I want to find the maximum value of the first expression for 0 < b < infinity
This is how I reached so far. I couldn't find log, or how to express that b range (If I say b is a double, then those expression & constraint don't work, if I say b is a Real then those multiplication don't work)
val lp = new LinearProgram()
import lp._
val d = DenseVector(0.1, 0.23, 0.45)
val c = DenseVector(2.3, 4.5, 0.45)
val b= Real()
import breeze.numerics._
val one = Integer()
val apowerb = (one - (c(0)+ c(1) + c(2))) * pow(Real(pow(d(0), b)) + Real(pow(d(1), b)) + Real(pow(d(2), b)), -1)
val dpowerbminusone = Real(pow(d(0), b-1)) + Real(pow(d(1), b-1))+ Real(pow(d(2), b-1))
val objective : lp.Expression = (1 - (c(0)+c(1)+c(2)))(apowerb.*(b).*(dpowerbminusone) -1)

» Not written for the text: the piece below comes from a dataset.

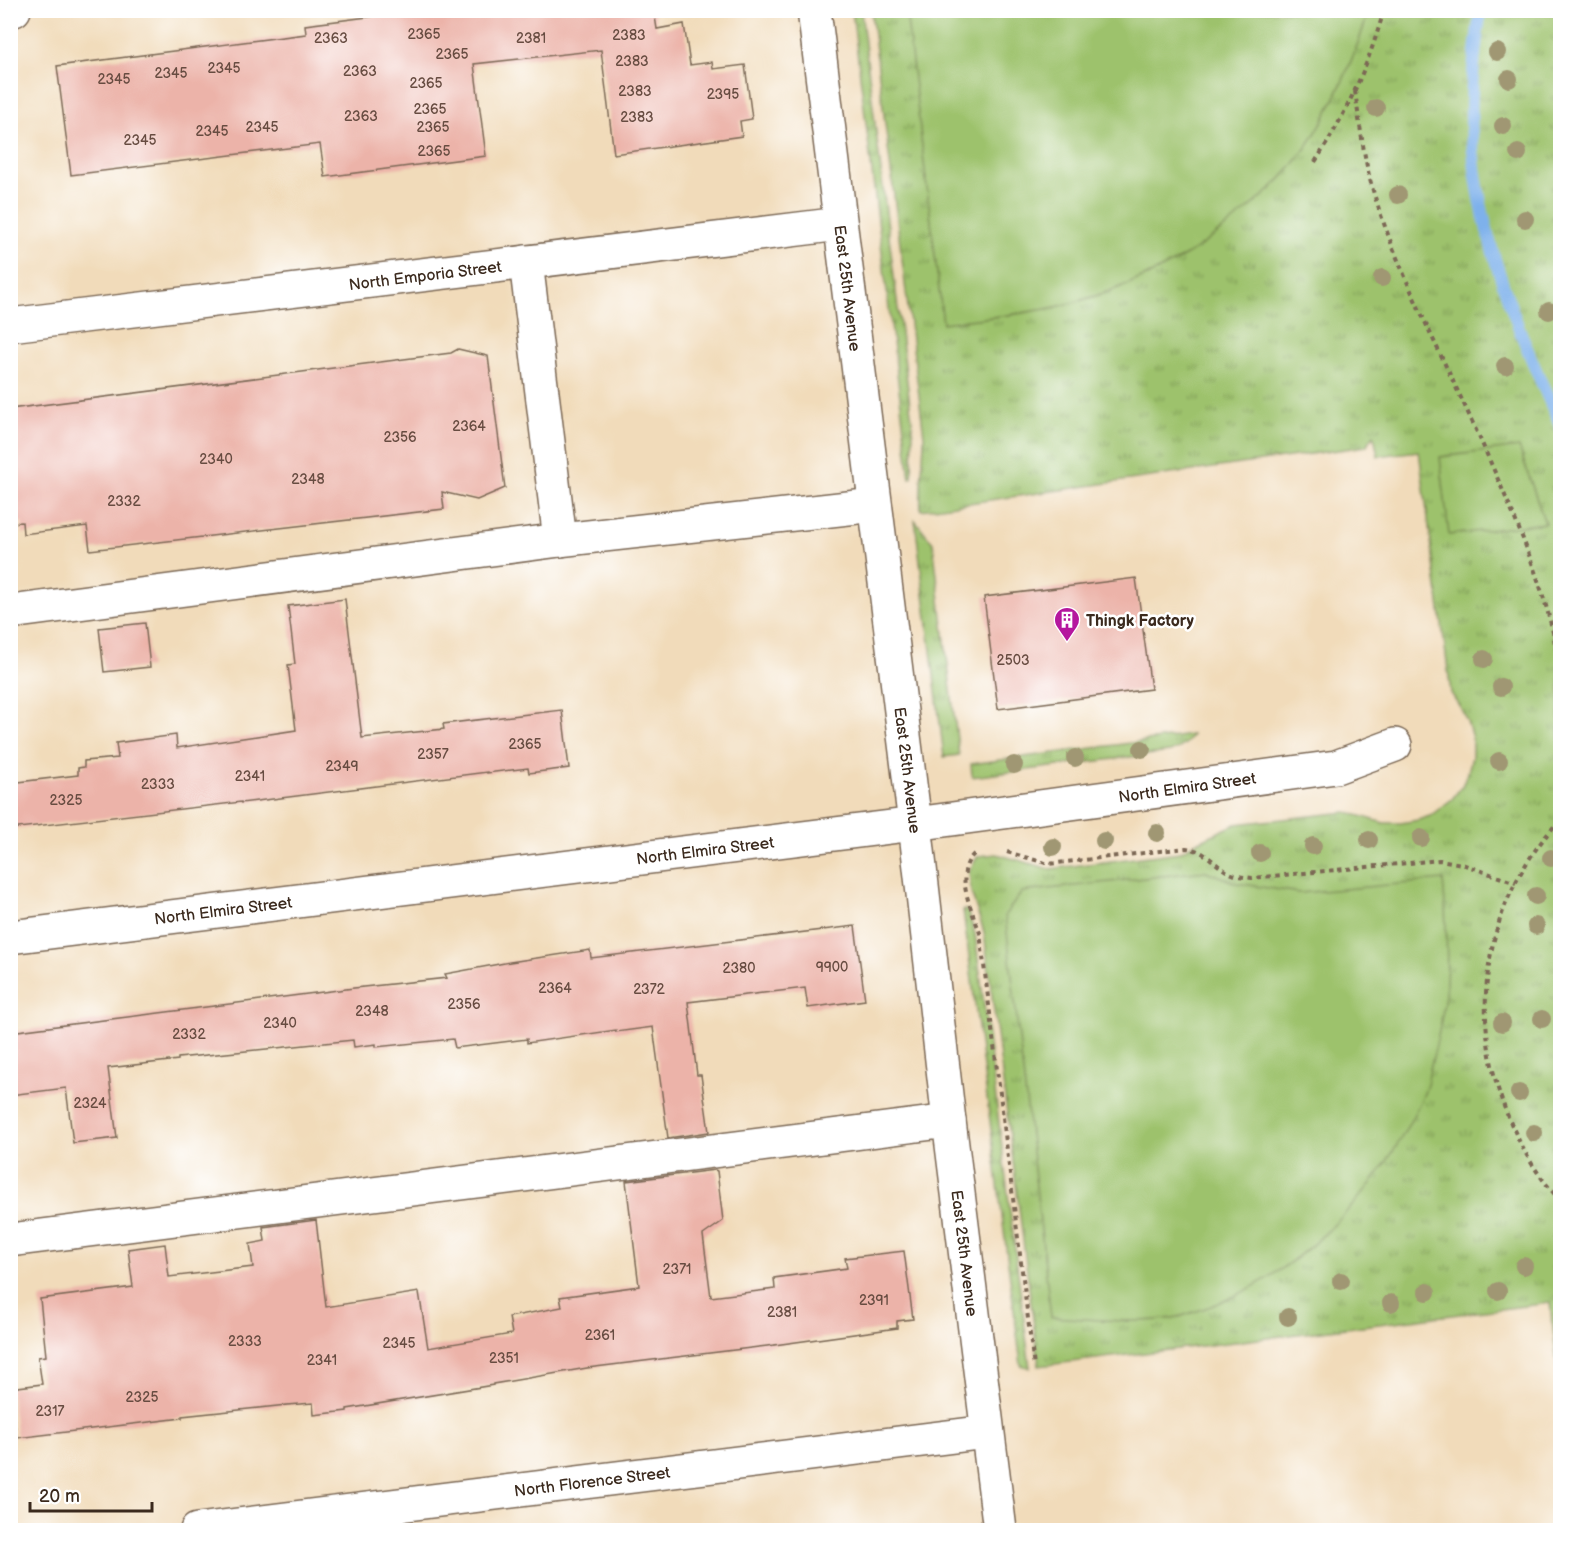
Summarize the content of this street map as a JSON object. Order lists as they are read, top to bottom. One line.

val constraintb = ((objective)
subjectTo ( b < Double.PositiveInfinity )
)
Is it possible to express this in breeze to find optimize solution?
The Breeze LinearProgram solver supports only linear programs so it can't help with this problem. (It's actually mostly just a wrapper about the Apache Commons Math SimplexSolver, which also can't solve nonlinear problems.)
We have a general gradient optimizer LBFGS that will work but you'll need to provide the gradient yourself.